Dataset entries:
....
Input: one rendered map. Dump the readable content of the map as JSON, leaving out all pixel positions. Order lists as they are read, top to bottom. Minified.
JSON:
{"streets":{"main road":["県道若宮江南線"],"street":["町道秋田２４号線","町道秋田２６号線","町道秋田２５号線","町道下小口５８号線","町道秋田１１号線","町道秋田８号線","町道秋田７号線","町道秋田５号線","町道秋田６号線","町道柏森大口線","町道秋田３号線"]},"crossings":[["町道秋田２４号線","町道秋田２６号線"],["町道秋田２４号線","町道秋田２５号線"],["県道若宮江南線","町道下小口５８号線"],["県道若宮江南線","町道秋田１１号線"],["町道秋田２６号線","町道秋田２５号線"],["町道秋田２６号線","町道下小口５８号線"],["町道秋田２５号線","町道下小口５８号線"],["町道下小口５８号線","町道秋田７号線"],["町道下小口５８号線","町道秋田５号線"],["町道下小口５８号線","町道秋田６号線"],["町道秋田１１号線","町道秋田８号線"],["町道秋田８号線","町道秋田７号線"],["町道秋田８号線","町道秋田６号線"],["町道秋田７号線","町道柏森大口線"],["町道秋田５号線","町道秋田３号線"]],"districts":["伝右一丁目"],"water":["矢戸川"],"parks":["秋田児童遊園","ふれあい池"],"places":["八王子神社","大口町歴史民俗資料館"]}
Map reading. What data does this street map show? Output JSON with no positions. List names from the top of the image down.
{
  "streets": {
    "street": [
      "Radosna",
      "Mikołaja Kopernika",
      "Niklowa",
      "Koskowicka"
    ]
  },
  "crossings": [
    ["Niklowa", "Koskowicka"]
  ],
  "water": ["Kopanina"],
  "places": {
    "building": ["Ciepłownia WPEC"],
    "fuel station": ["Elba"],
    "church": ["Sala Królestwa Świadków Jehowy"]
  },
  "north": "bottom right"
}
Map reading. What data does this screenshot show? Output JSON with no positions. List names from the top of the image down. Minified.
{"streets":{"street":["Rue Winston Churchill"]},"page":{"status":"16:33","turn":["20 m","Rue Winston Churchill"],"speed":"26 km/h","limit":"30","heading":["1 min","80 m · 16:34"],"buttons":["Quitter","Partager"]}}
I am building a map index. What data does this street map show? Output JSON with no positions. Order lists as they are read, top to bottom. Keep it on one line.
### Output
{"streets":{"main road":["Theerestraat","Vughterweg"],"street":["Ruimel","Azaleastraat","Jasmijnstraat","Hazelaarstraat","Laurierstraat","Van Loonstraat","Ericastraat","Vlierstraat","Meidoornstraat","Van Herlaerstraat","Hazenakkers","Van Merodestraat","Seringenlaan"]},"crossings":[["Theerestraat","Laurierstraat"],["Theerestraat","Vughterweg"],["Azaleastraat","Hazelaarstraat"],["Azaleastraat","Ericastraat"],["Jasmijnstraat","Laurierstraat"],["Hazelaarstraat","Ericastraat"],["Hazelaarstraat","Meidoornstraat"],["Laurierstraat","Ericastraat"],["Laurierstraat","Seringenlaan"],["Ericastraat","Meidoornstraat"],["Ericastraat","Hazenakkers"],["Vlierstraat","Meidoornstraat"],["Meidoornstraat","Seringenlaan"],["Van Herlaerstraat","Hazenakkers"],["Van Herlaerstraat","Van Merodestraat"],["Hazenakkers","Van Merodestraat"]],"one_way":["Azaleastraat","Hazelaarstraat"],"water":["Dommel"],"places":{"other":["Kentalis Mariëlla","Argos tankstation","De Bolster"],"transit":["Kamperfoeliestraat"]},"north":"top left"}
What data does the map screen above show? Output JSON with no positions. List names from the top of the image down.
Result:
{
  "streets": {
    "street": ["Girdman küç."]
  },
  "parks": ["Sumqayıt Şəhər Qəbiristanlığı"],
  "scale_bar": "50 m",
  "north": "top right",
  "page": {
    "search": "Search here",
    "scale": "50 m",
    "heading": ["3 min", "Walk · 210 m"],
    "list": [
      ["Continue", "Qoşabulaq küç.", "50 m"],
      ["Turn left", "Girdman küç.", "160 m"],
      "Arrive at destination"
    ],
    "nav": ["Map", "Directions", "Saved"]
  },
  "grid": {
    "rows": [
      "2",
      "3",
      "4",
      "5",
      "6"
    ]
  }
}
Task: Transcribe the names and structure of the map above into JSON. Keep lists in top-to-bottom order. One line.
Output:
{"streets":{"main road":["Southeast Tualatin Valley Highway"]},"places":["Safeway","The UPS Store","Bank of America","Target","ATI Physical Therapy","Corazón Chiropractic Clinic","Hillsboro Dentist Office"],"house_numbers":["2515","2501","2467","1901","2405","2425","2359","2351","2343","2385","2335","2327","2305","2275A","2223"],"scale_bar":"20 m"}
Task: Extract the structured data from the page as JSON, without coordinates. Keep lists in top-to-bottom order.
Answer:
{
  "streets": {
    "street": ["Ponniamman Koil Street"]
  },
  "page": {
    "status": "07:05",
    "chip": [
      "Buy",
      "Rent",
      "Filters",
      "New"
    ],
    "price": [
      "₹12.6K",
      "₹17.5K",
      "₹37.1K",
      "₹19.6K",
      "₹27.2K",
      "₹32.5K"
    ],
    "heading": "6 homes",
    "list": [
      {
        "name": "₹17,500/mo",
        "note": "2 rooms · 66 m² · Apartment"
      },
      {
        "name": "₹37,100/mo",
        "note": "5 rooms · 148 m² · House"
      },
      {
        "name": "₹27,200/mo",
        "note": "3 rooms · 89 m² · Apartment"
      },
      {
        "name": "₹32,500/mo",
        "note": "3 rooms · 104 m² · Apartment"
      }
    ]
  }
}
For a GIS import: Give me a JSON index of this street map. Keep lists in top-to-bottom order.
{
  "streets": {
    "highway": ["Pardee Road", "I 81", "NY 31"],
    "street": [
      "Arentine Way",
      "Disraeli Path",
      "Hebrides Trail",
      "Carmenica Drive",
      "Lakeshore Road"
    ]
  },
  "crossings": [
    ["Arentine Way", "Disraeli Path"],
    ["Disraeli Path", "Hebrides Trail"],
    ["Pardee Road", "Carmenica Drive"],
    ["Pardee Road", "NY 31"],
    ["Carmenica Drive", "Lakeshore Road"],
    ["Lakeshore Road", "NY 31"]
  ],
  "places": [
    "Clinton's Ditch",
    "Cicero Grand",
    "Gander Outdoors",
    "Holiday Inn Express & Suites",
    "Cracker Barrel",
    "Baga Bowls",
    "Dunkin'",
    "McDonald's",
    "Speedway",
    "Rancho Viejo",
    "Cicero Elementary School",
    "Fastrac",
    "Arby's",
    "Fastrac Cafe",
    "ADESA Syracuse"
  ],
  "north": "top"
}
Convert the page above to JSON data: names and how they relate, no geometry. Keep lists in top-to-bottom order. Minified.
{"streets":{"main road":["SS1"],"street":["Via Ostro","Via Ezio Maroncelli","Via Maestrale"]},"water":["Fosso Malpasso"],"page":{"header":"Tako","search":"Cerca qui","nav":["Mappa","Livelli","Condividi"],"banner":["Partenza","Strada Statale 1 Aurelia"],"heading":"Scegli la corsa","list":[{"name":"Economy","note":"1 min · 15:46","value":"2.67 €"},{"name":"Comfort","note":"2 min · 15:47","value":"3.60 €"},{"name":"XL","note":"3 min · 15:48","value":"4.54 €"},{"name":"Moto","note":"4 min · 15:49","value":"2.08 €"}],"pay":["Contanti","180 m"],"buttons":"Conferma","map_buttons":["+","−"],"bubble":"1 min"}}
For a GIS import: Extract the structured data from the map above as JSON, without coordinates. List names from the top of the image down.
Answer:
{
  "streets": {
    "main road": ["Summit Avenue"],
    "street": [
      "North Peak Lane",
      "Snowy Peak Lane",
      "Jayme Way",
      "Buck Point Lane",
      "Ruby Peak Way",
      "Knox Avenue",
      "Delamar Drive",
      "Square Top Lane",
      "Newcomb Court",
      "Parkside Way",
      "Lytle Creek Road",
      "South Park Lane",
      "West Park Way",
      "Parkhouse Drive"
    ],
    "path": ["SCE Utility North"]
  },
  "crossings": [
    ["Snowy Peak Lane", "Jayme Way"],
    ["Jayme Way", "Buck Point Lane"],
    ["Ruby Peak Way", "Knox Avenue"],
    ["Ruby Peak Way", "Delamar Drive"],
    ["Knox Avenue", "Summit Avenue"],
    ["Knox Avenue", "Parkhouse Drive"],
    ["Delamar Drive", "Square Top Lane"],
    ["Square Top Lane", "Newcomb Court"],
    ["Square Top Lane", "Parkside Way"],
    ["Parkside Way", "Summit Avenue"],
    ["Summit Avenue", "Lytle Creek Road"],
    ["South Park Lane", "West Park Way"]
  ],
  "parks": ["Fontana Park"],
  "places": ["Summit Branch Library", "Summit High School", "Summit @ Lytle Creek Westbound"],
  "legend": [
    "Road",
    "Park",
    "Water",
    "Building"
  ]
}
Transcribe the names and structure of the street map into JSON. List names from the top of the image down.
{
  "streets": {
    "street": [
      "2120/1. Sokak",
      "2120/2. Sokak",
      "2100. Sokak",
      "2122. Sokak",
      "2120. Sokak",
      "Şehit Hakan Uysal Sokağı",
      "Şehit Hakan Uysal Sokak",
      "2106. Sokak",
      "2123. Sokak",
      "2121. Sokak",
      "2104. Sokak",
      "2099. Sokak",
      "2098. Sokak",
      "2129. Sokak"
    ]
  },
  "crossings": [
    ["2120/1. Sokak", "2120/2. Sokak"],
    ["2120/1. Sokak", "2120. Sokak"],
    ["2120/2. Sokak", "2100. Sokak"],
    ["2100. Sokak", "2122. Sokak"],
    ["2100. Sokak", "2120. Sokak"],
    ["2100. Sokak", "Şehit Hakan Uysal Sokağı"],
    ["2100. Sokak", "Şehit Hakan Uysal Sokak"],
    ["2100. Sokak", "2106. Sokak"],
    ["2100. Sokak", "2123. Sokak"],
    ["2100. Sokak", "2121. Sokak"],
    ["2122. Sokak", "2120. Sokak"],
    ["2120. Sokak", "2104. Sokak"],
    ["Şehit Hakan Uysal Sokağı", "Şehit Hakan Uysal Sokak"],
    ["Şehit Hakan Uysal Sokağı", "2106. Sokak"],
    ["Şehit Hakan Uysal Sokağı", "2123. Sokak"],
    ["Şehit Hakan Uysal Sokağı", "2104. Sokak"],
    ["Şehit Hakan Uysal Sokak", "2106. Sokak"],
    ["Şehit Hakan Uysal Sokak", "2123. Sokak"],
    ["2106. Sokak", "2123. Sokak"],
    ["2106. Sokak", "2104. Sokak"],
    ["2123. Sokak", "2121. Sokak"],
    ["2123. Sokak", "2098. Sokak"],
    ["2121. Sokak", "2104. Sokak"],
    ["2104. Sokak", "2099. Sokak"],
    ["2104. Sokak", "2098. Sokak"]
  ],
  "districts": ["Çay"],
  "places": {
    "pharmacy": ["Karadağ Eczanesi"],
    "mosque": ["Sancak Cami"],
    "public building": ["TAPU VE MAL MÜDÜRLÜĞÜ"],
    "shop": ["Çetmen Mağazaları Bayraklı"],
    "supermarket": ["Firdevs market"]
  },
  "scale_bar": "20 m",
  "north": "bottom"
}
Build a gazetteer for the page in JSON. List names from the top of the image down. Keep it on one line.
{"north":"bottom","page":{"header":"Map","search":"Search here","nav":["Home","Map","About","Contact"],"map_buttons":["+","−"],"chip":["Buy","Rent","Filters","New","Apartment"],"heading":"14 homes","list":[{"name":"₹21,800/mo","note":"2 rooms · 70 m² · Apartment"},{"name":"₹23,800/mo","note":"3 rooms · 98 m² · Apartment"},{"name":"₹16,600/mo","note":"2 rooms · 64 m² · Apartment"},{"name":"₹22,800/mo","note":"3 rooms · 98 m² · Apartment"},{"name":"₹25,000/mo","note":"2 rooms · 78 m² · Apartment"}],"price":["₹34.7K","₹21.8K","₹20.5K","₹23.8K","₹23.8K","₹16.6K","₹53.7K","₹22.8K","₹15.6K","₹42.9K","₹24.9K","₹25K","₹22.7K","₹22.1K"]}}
....
■ **TO DO**
Each line from the one containing "Build a gazetteer" through the final line of the records must be repeated exactly, with no line added or dropped.

■ **EXERCISE SOLUTION**
Build a gazetteer for the page in JSON. List names from the top of the image down. Keep it on one line.
{"north":"bottom","page":{"header":"Map","search":"Search here","nav":["Home","Map","About","Contact"],"map_buttons":["+","−"],"chip":["Buy","Rent","Filters","New","Apartment"],"heading":"14 homes","list":[{"name":"₹21,800/mo","note":"2 rooms · 70 m² · Apartment"},{"name":"₹23,800/mo","note":"3 rooms · 98 m² · Apartment"},{"name":"₹16,600/mo","note":"2 rooms · 64 m² · Apartment"},{"name":"₹22,800/mo","note":"3 rooms · 98 m² · Apartment"},{"name":"₹25,000/mo","note":"2 rooms · 78 m² · Apartment"}],"price":["₹34.7K","₹21.8K","₹20.5K","₹23.8K","₹23.8K","₹16.6K","₹53.7K","₹22.8K","₹15.6K","₹42.9K","₹24.9K","₹25K","₹22.7K","₹22.1K"]}}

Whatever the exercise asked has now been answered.